▶ **Prompt**: Take the lines from the head of the listing through the one bearing "display:grid; place-items:center; width:77px;" and copy them exactly, leaving every picture out.

[Opening Available data section]

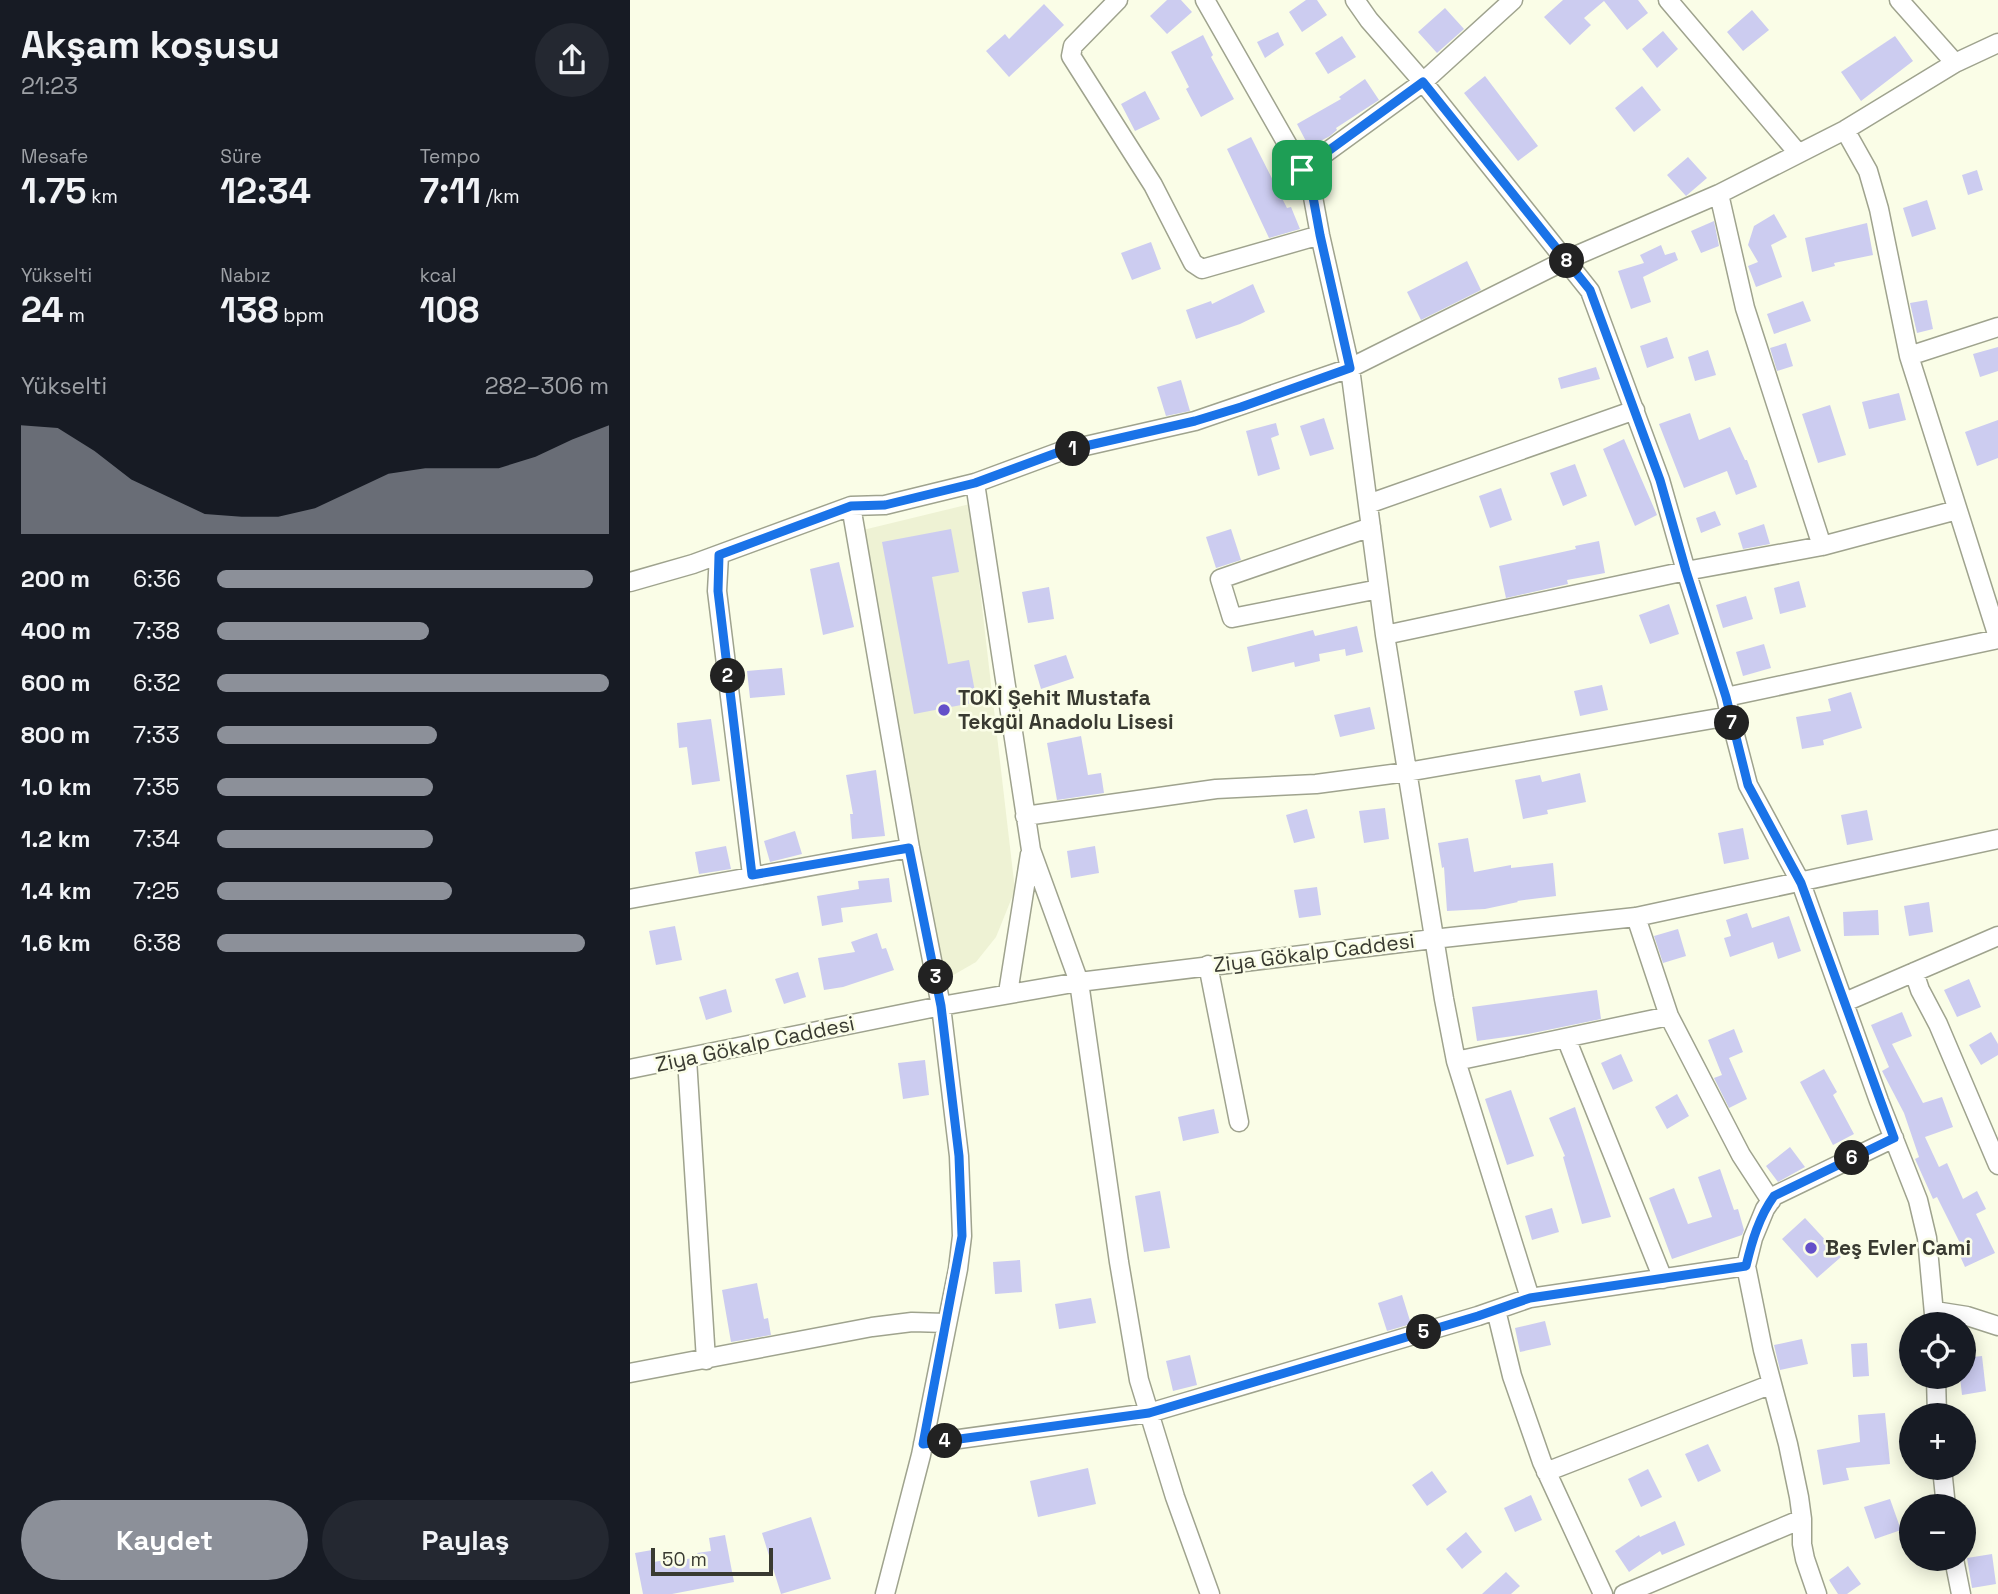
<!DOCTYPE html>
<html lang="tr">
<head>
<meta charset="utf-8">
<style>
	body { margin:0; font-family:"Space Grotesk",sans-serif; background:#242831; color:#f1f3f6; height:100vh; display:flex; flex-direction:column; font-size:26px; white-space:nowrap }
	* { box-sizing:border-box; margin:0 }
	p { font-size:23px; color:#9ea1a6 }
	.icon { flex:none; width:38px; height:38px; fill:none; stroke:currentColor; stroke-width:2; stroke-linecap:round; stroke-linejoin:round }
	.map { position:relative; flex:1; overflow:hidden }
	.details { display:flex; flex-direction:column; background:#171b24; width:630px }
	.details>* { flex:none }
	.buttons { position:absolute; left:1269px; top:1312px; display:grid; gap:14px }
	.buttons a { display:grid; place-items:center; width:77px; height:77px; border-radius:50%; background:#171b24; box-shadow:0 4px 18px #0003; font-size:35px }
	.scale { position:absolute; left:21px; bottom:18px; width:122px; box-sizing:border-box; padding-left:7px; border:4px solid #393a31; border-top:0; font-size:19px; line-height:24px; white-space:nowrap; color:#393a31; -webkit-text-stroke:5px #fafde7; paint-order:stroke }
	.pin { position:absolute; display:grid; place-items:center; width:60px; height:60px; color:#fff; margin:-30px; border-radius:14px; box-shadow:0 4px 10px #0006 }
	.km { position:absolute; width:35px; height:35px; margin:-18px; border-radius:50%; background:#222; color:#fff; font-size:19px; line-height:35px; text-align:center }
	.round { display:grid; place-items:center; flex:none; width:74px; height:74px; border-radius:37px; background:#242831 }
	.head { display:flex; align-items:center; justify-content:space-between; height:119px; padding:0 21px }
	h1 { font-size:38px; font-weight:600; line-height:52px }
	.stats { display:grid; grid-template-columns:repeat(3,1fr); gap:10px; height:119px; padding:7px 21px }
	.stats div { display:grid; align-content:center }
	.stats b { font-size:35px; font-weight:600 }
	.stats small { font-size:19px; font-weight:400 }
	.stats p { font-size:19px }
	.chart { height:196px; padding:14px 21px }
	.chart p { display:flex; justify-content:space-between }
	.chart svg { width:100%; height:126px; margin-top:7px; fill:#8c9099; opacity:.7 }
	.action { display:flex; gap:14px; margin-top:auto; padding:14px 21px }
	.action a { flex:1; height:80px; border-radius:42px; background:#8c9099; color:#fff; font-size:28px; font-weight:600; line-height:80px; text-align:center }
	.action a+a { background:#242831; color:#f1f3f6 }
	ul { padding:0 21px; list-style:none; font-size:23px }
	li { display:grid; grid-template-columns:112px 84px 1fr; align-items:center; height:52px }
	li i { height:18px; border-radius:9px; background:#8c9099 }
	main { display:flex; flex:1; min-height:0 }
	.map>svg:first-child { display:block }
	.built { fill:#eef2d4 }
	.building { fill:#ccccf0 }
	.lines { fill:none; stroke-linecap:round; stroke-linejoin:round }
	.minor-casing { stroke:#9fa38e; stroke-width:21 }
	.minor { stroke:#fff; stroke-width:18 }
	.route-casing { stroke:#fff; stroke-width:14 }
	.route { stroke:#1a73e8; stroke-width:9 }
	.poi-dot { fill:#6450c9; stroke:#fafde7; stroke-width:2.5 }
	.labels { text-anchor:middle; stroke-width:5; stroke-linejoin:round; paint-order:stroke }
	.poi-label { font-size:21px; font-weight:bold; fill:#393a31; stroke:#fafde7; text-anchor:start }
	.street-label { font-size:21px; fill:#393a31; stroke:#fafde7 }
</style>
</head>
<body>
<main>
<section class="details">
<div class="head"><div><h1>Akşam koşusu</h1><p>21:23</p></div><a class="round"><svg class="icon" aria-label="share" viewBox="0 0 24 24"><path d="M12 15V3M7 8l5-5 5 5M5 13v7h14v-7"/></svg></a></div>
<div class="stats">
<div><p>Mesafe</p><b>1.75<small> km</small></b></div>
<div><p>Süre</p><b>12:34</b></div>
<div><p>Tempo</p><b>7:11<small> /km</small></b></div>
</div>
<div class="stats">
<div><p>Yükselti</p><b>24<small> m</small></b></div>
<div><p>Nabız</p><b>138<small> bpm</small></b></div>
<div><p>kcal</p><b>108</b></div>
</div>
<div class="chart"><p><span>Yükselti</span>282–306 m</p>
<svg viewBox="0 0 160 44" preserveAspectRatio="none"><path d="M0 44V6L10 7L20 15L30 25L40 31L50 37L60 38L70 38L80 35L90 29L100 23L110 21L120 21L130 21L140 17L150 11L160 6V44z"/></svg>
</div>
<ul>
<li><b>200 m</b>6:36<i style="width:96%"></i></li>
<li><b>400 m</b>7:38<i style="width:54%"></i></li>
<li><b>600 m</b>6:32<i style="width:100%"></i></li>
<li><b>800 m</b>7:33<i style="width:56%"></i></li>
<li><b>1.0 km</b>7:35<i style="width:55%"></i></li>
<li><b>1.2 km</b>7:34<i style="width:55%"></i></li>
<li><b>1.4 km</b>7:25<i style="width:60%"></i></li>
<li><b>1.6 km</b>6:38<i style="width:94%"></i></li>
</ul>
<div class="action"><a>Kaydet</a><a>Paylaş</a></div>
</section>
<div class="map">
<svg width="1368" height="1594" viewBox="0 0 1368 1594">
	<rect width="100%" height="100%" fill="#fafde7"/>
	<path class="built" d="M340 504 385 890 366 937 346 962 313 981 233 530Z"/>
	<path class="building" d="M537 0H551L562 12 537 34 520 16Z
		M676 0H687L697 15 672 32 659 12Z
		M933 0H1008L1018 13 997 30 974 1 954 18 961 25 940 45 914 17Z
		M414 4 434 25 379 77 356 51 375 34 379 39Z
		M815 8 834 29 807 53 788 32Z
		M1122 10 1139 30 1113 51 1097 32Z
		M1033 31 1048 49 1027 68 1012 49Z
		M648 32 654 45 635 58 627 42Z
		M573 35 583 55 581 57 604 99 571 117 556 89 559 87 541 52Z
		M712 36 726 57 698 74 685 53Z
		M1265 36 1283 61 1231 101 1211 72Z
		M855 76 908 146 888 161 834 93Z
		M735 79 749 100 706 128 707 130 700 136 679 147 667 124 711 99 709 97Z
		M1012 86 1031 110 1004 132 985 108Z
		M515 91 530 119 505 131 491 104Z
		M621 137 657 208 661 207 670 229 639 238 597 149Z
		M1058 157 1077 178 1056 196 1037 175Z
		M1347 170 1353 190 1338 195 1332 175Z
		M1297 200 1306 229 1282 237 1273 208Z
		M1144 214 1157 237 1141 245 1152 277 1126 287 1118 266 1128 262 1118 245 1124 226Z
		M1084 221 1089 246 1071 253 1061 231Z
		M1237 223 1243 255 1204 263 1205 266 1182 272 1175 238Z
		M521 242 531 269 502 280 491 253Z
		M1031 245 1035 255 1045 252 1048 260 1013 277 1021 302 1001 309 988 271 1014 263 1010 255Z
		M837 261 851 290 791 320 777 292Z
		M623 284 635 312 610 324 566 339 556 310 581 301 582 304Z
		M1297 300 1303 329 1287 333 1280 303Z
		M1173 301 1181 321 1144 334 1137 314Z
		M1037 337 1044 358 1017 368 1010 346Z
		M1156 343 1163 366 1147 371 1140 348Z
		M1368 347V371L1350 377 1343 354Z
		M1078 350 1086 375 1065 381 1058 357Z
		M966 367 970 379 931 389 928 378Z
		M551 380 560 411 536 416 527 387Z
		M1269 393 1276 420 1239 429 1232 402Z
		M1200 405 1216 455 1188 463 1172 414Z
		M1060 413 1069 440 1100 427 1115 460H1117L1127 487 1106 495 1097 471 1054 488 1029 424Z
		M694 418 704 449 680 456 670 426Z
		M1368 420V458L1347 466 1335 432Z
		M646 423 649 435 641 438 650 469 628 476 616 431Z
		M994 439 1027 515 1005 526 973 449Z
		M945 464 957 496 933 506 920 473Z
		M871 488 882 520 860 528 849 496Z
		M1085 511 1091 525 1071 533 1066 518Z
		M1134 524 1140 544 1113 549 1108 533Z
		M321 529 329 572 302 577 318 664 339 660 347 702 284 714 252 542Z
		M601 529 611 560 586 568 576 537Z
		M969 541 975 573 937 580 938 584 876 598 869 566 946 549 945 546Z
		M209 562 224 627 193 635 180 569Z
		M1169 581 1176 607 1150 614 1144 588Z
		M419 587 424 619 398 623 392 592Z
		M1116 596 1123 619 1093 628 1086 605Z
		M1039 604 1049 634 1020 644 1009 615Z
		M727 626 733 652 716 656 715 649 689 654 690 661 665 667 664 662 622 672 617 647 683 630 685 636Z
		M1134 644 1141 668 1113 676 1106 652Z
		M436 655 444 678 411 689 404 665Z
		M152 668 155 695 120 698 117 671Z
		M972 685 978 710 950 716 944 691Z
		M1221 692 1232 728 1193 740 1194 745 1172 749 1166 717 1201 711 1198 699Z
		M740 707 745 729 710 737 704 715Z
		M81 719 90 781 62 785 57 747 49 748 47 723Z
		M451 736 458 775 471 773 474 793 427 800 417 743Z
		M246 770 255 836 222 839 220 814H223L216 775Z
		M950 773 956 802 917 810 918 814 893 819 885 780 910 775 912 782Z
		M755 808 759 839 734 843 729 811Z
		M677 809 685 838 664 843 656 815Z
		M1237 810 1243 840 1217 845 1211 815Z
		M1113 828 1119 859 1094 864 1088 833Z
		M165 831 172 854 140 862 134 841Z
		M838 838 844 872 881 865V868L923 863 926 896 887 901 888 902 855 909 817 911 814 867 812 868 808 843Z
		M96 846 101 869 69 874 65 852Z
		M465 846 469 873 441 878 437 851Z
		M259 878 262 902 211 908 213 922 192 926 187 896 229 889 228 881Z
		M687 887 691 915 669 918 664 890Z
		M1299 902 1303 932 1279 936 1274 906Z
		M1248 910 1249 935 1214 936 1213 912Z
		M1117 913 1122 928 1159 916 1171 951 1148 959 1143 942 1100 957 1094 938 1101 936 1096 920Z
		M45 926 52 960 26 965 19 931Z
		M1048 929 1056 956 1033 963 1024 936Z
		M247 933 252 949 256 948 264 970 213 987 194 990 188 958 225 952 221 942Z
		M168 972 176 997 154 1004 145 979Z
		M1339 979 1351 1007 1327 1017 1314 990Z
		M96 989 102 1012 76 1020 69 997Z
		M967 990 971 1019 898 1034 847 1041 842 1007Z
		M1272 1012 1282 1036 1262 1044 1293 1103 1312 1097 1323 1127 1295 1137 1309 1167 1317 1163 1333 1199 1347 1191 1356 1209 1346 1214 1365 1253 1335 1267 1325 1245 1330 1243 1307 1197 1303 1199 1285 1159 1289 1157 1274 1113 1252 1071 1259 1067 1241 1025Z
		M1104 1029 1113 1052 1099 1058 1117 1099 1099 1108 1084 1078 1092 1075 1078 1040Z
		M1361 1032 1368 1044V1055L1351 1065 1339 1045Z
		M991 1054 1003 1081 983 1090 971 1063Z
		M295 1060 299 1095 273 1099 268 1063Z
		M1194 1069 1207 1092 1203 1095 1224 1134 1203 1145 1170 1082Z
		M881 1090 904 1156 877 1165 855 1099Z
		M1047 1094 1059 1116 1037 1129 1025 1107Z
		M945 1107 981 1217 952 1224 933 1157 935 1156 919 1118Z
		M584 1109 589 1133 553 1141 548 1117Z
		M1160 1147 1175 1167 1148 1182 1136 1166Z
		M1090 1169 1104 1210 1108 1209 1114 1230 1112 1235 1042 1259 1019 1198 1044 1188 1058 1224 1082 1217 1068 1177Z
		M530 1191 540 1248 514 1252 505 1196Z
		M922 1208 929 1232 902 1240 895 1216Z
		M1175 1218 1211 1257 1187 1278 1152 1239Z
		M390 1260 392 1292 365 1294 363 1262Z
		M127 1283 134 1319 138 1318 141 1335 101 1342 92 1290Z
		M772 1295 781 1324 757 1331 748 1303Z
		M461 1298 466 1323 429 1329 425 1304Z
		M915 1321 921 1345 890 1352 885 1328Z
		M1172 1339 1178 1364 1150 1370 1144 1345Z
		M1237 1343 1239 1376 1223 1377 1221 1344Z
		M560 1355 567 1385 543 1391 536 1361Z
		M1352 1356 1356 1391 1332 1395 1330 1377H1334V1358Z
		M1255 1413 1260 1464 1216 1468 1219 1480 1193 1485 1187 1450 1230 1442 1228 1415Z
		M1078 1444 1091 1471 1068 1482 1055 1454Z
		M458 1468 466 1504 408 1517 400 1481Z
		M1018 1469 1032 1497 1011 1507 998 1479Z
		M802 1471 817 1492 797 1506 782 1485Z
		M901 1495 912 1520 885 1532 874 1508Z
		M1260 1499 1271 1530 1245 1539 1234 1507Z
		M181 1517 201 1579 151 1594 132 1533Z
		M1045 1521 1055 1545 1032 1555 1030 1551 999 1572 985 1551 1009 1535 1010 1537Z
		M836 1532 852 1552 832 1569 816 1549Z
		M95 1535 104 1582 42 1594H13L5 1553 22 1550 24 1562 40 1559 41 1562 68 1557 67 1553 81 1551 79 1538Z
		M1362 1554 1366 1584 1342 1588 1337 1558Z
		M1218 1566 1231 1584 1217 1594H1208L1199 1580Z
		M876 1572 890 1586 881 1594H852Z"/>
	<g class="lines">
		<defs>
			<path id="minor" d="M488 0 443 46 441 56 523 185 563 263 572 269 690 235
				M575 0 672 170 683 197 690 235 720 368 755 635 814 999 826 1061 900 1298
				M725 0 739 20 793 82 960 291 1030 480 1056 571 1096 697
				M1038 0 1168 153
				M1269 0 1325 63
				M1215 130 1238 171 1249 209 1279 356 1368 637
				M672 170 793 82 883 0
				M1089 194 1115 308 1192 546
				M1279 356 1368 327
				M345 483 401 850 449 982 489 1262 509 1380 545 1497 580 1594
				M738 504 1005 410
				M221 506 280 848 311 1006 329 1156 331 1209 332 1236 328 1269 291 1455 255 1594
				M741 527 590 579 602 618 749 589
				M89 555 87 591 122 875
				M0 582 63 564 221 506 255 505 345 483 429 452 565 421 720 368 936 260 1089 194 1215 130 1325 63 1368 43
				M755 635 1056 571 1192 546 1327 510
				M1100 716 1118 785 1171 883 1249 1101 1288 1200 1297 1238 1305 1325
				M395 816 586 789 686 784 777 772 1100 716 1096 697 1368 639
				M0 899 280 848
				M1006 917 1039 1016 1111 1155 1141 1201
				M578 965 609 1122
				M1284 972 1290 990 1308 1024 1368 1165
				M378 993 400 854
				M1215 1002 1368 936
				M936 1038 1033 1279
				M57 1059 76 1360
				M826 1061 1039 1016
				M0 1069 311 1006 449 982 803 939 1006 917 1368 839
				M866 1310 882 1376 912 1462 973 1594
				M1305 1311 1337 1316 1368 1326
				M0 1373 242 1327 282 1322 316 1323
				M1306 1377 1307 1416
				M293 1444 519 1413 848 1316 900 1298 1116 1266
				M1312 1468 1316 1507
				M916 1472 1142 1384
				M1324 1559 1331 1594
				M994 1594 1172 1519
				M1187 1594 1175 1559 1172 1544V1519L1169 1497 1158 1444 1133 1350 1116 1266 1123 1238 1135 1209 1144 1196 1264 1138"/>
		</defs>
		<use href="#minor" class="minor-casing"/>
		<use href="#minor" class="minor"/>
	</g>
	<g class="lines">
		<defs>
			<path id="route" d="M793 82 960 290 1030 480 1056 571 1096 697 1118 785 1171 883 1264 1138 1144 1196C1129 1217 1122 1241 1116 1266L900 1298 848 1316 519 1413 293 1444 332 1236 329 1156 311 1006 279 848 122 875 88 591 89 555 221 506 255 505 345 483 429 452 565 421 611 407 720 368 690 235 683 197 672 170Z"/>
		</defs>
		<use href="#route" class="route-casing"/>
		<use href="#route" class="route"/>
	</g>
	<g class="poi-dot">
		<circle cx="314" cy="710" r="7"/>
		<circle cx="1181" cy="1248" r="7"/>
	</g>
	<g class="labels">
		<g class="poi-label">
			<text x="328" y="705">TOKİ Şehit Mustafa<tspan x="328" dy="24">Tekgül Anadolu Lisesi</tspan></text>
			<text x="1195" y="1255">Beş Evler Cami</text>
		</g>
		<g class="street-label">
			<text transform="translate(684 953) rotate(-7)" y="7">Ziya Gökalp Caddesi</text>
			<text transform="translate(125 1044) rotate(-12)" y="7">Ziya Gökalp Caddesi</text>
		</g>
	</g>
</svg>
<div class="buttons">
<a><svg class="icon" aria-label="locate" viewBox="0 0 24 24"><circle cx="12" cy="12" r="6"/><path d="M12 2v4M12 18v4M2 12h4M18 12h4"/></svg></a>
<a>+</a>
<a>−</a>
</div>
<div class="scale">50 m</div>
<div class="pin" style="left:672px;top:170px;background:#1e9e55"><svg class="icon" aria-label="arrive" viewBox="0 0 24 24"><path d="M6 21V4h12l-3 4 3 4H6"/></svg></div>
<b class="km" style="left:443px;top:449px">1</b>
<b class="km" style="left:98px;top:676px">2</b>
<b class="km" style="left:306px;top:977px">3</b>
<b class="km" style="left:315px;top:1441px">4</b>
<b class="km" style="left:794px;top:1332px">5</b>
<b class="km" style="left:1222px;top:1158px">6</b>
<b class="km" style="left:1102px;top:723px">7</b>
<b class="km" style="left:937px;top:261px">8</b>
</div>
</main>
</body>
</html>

[Closing Available data section]

▶ **Response to this exercise**:
<!DOCTYPE html>
<html lang="tr">
<head>
<meta charset="utf-8">
<style>
	body { margin:0; font-family:"Space Grotesk",sans-serif; background:#242831; color:#f1f3f6; height:100vh; display:flex; flex-direction:column; font-size:26px; white-space:nowrap }
	* { box-sizing:border-box; margin:0 }
	p { font-size:23px; color:#9ea1a6 }
	.icon { flex:none; width:38px; height:38px; fill:none; stroke:currentColor; stroke-width:2; stroke-linecap:round; stroke-linejoin:round }
	.map { position:relative; flex:1; overflow:hidden }
	.details { display:flex; flex-direction:column; background:#171b24; width:630px }
	.details>* { flex:none }
	.buttons { position:absolute; left:1269px; top:1312px; display:grid; gap:14px }
	.buttons a { display:grid; place-items:center; width:77px; height:77px; border-radius:50%; background:#171b24; box-shadow:0 4px 18px #0003; font-size:35px }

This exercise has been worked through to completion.